2. В случае неудачных действий войск Южного фронта прикрыть их отход, а затем остановить и привести в порядок наши отходящие части и отразить вместе с ними наступление противника, использовав для этого как остов позиции заранее подготовленные линии обороны, — с тем, чтоб, перейдя в контрнаступление, разгромить врага.
Программа военно-инженерных работ, проводимых сектором, предусматривала создание пяти линий оборонительных узлов общей протяженностью в несколько тысяч верст. На территории сектора было введено военное положение, вся власть передана революционным комитетам, непосредственно подчиненным командующему сектором.

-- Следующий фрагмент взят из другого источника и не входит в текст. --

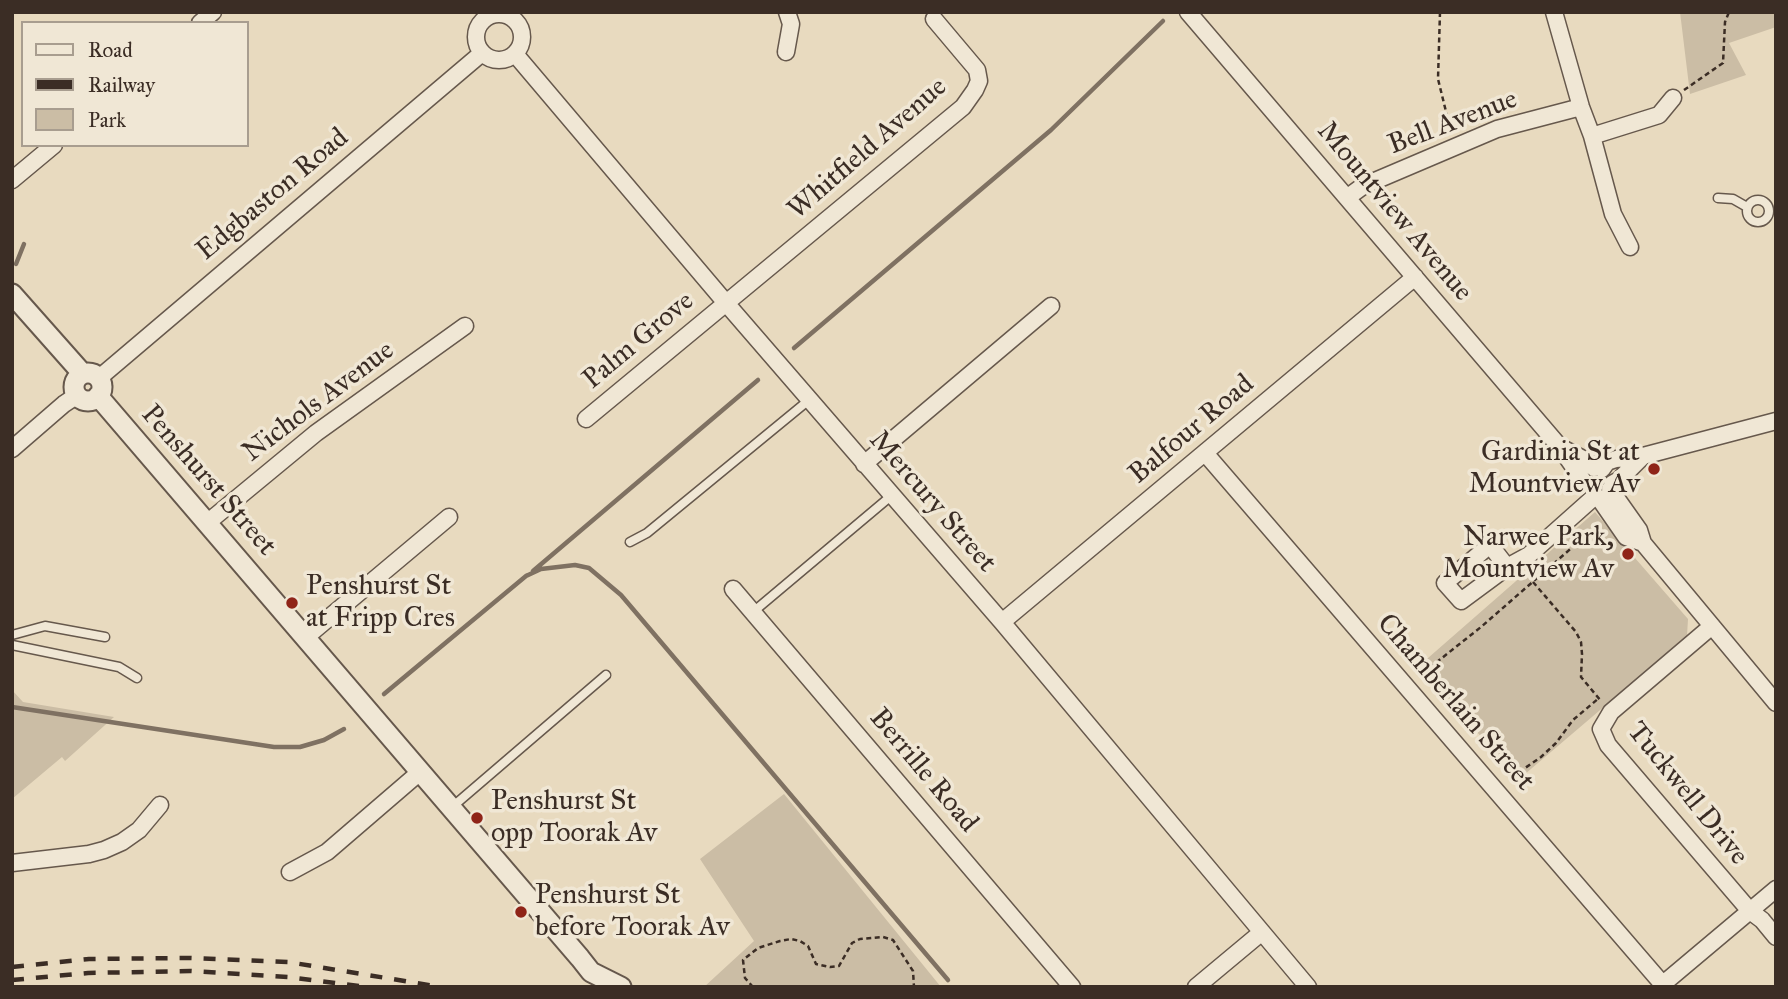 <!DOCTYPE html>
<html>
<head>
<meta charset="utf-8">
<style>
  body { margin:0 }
  #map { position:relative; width:1788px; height:999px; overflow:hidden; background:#e8dabf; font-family:"IM FELL Great Primer",serif }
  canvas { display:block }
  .frame { position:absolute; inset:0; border:14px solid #3b2d25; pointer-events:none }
  .legend { position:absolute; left:21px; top:21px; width:228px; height:126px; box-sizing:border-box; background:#f0e7d5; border:2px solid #a89d8f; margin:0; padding:9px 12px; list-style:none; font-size:21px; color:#3b2d25 }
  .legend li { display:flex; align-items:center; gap:14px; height:35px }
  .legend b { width:35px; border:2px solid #a89d8f }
</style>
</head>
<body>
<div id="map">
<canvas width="1788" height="999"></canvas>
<div class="frame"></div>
<ul class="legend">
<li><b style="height:9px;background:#f0e7d5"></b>Road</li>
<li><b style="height:9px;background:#3b2d25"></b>Railway</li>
<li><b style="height:19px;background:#cbbda5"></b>Park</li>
</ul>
</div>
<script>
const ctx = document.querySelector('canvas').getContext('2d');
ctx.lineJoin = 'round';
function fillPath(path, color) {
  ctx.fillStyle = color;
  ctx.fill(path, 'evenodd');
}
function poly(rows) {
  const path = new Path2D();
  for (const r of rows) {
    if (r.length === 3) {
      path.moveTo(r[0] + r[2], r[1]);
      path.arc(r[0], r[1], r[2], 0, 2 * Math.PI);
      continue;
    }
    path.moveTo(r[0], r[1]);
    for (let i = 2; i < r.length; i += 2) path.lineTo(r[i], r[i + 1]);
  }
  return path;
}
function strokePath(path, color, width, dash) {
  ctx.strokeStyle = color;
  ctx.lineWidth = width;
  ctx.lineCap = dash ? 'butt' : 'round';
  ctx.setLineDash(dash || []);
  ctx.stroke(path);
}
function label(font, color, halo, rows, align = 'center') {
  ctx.font = font + ' "IM FELL Great Primer",serif';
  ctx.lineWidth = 7;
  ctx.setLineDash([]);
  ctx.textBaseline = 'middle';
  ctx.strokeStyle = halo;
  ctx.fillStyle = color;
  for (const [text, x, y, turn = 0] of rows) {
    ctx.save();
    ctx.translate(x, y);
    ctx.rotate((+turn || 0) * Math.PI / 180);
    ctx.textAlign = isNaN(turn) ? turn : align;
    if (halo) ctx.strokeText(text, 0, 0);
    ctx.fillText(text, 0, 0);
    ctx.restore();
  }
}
fillPath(poly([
  [1680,12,1775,12,1776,27,1729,43,1746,75,1690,94],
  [1595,512,1688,619,1687,636,1518,780,1420,665],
  [12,690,23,702,114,717,65,761,62,757,12,799],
  [784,794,941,987,704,987,754,941,700,859]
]), '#cbbda5');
strokePath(poly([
  [16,264,24,244],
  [794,348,1051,130,1163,21],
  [533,571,758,380],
  [526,576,541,569,575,565,589,568,621,595,948,980],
  [384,694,526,576],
  [12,707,274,747,300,747,324,740,344,729]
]), '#7f7162', 4.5);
const service = poly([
  [1718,198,1733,199,1747,207],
  [1758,211,11],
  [630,542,647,533,809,400],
  [753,612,891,496],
  [12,635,45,626,105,637],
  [12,645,119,667,137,678],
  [451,808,606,675]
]);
const minor = poly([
  [1188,12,1559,446,1582,479],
  [1554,12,1581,107,1592,136,1613,214,1630,247],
  [499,37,23],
  [200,23,213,12],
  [786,52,791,24,787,12],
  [515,54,726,303,1002,622,1308,987],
  [1592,136,1659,115,1673,98],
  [12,180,54,145],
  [1348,197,1363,186,1497,129,1581,107],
  [99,378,482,53],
  [586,419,963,107,975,90,979,81,977,70,934,19],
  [1562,448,1587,461,1594,468],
  [12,449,64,404,76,396],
  [1205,453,1665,987],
  [864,464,1051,306],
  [1602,469,1607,462,1616,459,1643,456,1776,421],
  [1612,484,1619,480,1643,456],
  [1610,489,1639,530,1643,543,1776,703],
  [1599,498,1626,537,1643,543],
  [207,523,316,433,465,326],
  [1507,567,1490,545,1445,583,1461,601,1507,567,1529,555,1593,498],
  [733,589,1072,987],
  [1002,622,1415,277],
  [1712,626,1611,712,1601,729,1608,745,1750,911,1762,920,1776,937],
  [306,637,449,517],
  [12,863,89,854,104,850,122,842,139,830,160,805],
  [290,872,327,852,420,772],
  [1663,984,1776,889],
  [1196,987,1262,932]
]);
const tertiary = poly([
  [12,294,82,373],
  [88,387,14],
  [98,396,580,958,591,972,621,987]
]);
strokePath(service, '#66584c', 11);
strokePath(minor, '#66584c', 19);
strokePath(tertiary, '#66584c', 23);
strokePath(poly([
  [1440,12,1438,79,1451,132],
  [1684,90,1723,63,1725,22,1729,12],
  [1533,582,1576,632,1581,642,1582,654,1581,677,1601,701],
  [1423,673,1481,627,1599,524],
  [1512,777,1541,757,1556,743,1573,720,1599,698],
  [753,987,745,978,743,960,758,948,780,941,791,939,800,941,808,946,816,964,830,967,839,966,852,943,860,939,883,937,893,940,913,971,914,987]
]), '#3b2d25', 2.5, [5, 3.5]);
strokePath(service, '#f0e7d5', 8);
strokePath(minor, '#f0e7d5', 16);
strokePath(tertiary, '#f0e7d5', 19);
strokePath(poly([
  [12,967,89,959,191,958,288,962,441,987],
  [12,980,88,973,190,971,288,977,366,987]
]), '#3b2d25', 4.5, [12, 12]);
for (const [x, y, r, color] of [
  [1654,469,7,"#8f2418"],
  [1628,554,7,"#8f2418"],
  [292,603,7,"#8f2418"],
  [477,818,7,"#8f2418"],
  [521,912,7,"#8f2418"]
]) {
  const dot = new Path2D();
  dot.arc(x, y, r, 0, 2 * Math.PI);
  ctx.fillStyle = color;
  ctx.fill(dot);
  strokePath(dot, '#f0e7d5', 2.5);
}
label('28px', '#3b2d25', '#f0e7d5', [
  ["Bell Avenue",1453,123,-21],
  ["Whitfield Avenue",868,149,-41],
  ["Edgbaston Road",273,195,-40],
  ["Mountview Avenue",1394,212,50],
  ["Palm Grove",639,341,-40],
  ["Nichols Avenue",319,402,-37],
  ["Balfour Road",1192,430,-40],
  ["Penshurst Street",208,481,49],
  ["Mercury Street",932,502,49],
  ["Chamberlain Street",1455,703,49],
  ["Berrille Road",923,771,50],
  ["Tuckwell Drive",1687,794,51]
]);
label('28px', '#3b2d25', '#f0e7d5', [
  ["Gardinia St at",1640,453,"right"],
  ["Mountview Av",1640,485,"right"],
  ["Narwee Park,",1614,538,"right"],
  ["Mountview Av",1614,570,"right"],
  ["Penshurst St",306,587],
  ["at Fripp Cres",306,619],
  ["Penshurst St",491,802],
  ["opp Toorak Av",491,834],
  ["Penshurst St",535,896],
  ["before Toorak Av",535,928]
], 'left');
</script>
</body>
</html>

Все говорило о том, что наступающая осень будет временем безмерного напряжения сил и борьбы не на жизнь, а на смерть. Было что-то величавое в притихших улицах Москвы, в безлюдных площадях, в слитном гуле шагов московских рабочих и работниц, уходивших на фронт.

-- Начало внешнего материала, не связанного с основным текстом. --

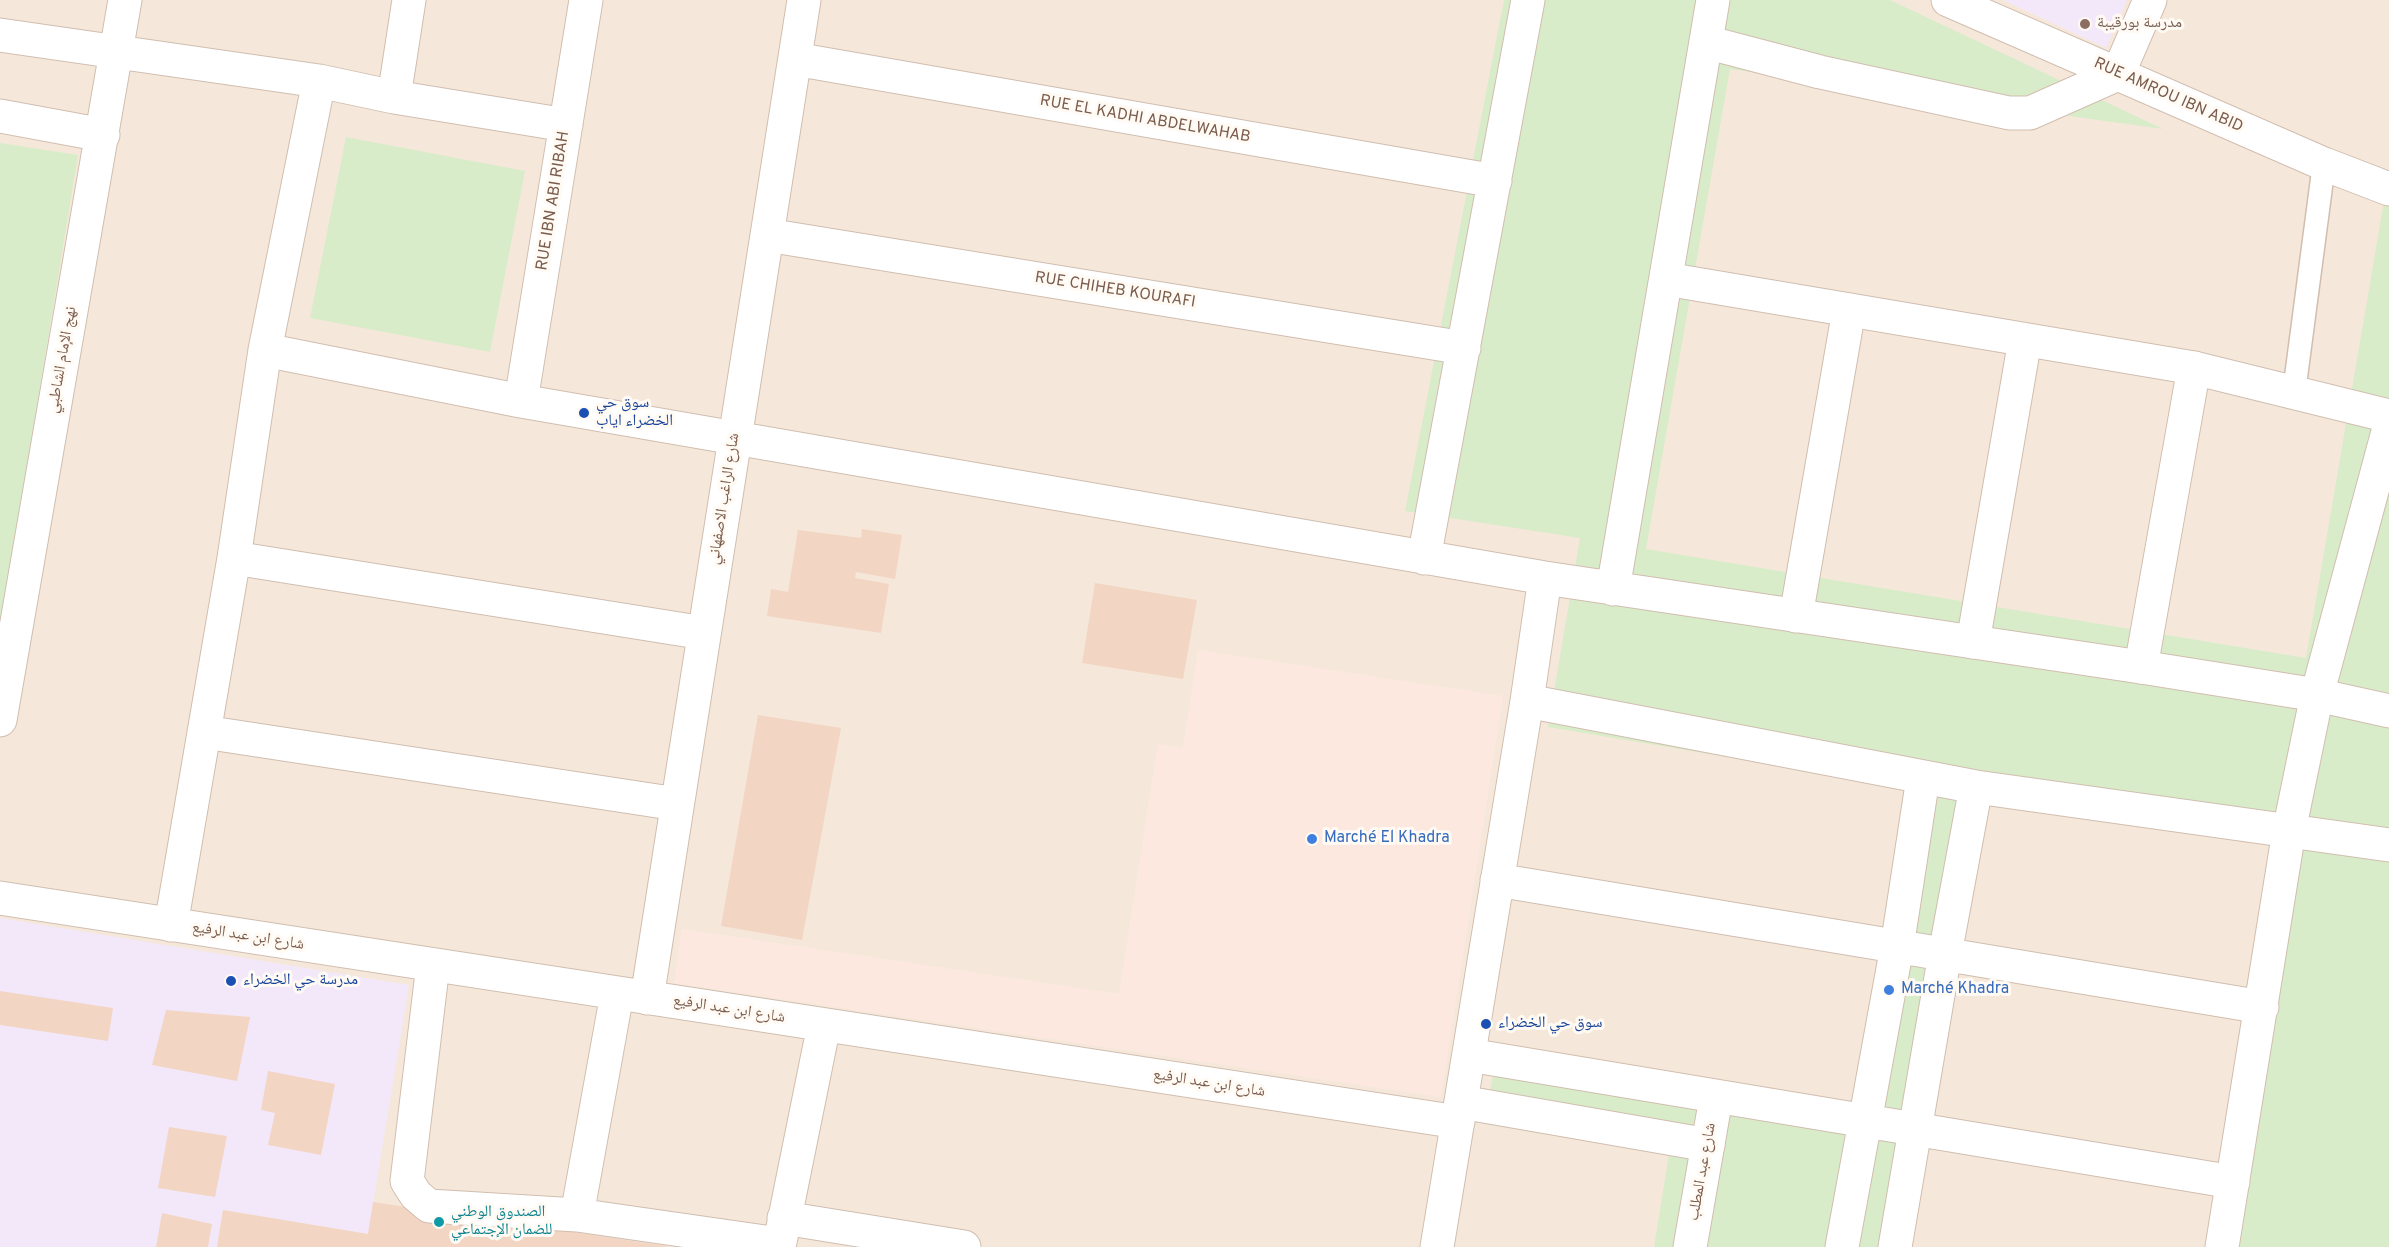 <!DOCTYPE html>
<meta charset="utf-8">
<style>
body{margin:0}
canvas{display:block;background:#fdf6ec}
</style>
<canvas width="2389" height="1247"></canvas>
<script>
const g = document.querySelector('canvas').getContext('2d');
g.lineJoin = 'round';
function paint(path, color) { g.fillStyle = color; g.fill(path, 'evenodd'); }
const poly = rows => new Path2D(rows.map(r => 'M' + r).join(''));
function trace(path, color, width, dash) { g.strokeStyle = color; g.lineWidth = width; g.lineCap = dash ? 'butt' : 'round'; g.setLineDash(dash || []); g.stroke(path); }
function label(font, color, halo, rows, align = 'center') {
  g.font = font + ' Overpass,"Noto Naskh Arabic",sans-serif'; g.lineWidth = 6; g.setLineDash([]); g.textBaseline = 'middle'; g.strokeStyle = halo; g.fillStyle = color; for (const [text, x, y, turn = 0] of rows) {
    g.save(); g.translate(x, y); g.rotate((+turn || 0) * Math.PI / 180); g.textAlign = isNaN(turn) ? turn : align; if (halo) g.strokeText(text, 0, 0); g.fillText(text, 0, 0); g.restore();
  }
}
const residential = poly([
 [0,0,2389,0,2389,1247,0,1247]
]);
const commercial = poly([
 [1198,650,1503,696,1441,1097,674,983,682,929,1119,994,1158,744,1183,748]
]);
const education = poly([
 [2003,0,2127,0,2106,48],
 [0,918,409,985,368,1234,223,1210,217,1247,0,1247]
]);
const green = poly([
 [1504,0,1890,0,2163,129,1730,69,1646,549,2306,658,2384,201,2389,202,2389,1247,2210,1247,2278,847,1985,798,1908,1247,1654,1247,1669,1154,1485,1124,1498,1045,1854,1103,1907,787,1548,727,1580,538,1405,511],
 [346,137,525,171,490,352,310,318],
 [0,143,78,155,0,632]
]);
const building = poly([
 [862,529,902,535,895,579,856,572,855,578,889,584,881,633,767,616,771,589,788,592,798,530,861,538],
 [1095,583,1197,600,1183,679,1082,663],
 [758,715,841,728,802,940,721,926],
 [0,991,113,1008,108,1041,0,1025],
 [166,1010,250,1017,237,1081,152,1065],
 [268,1071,335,1084,321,1155,268,1145,275,1113,261,1110],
 [169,1127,227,1136,215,1197,158,1188],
 [373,1202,666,1246,666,1247,217,1247,223,1210,368,1234],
 [162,1213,212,1224,208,1247,156,1247]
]);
const service = poly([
 [2294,392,2324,164]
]);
const pedestrian = poly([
 [1796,616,1849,310],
 [1973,642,2025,340],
 [2141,667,2194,368]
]);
const minor = poly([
 [1948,0,2324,164,2389,189],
 [0,35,319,81,394,97,566,125],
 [1706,42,1820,72,2009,113,2030,113,2118,74,2150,0],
 [795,59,1495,181],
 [394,97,409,0],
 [0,116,103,135],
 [767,235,1464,348],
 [1666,279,2194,368,2389,416],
 [265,350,521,401,1545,578,2141,667,2317,695,2389,711],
 [521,401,586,0],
 [234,558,704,633],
 [1424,558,1528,0],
 [1613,589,1713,0],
 [1527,701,1976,787,2389,845],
 [0,720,125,0],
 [204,732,677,804],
 [1497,880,2262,1007],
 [0,898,1458,1122],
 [171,925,234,558,265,350,319,81],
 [433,965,407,1181,416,1195,429,1206,577,1215,779,1244],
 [647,998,804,0],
 [1469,1055,2233,1182],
 [1461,1102,1708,1145],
 [577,1215,617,994],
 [784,1218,964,1247],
 [779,1247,824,1025],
 [1437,1247,1527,701,1545,578],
 [1842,1247,1897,947,1923,778],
 [1895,1247,1945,954,1976,787],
 [2222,1247,2289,831,2317,695,2389,428]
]);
const tertiary = poly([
 [1690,1247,1716,1098]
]);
const markers = [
 [2085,24,6,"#8d6e63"],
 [584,413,6,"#1a4fb4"],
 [1312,839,6,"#3f7fe0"],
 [231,981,6,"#1a4fb4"],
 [1889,990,6,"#3f7fe0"],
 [1486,1024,6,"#1a4fb4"],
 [439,1222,6,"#0f9aa8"]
];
const educationNames = [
 ["مدرسة بورقيبة",2097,24]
];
const streetNames = [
 ["RUE AMROU IBN ABID",2168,96,24],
 ["RUE EL KADHI ABDELWAHAB",1145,120,10],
 ["RUE IBN ABI RIBAH",554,201,-81],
 ["RUE CHIHEB KOURAFI",1115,291,9],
 ["نهج الإمام الشاطبي",63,360,-80],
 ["شارع الراغب الاصفهاني",725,499,-81],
 ["شارع ابن عبد الرفيع",248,937,9],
 ["شارع ابن عبد الرفيع",729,1010,9],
 ["شارع ابن عبد الرفيع",1209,1084,9],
 ["شارع عبد المطلب",1703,1172,-80]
];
const transitNames = [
 ["سوق حي",596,404],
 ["الخضراء اياب",596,422],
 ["مدرسة حي الخضراء",243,981],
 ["سوق حي الخضراء",1498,1024]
];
const shopNames = [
 ["Marché El Khadra",1324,839],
 ["Marché Khadra",1901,990]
];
const cultureNames = [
 ["الصندوق الوطني",451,1213],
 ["للضمان الإجتماعي",451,1231]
];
paint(residential, '#f5e8da');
paint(commercial, '#fde8e0');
paint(education, '#f3e8fa');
paint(green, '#d8ecc9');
paint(building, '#f3d5c3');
trace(service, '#d1beb0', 25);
trace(pedestrian, '#d1beb0', 35);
trace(minor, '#d1beb0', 35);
trace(tertiary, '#d1beb0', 35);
trace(service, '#fff', 22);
trace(pedestrian, '#fff', 33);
trace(minor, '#fff', 33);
trace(tertiary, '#fff', 33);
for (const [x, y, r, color] of markers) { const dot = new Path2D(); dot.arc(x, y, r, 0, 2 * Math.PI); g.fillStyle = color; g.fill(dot); trace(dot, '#fffaf3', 2); }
label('16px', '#785e54', '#fffaf3', educationNames, 'left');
label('16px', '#7a5c4d', '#fffaf3', streetNames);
label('16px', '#164399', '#fffaf3', transitNames, 'left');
label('16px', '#366cbe', '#fffaf3', shopNames, 'left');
label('16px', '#0d838f', '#fffaf3', cultureNames, 'left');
</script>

Рано поутру мы с отцом шли на работу. Это было единственное время дня, которое мы проводили вдвоем, не прерываемое телефонными звонками и вестовыми со срочными пакетами. Прощались мы возле окованных медью дверей Главного штаба.
— Когда ты придешь домой? — спрашивал отец.
— Поздно вечером, — говорила я.
— Может, хоть сегодня ты придешь пораньше? — говорил он.
— Нет, — отвечала я сухо, — не могу прийти пораньше. У меня много работы.
Он едва заметно усмехался.
— У меня, — говорил он, — пожалуй, тоже много работы…
За это время отец не раз объезжал Московский сектор обороны. В одну из поездок он взял с собой меня, сказав, что ему нужна помощь моих «глазастых глаз».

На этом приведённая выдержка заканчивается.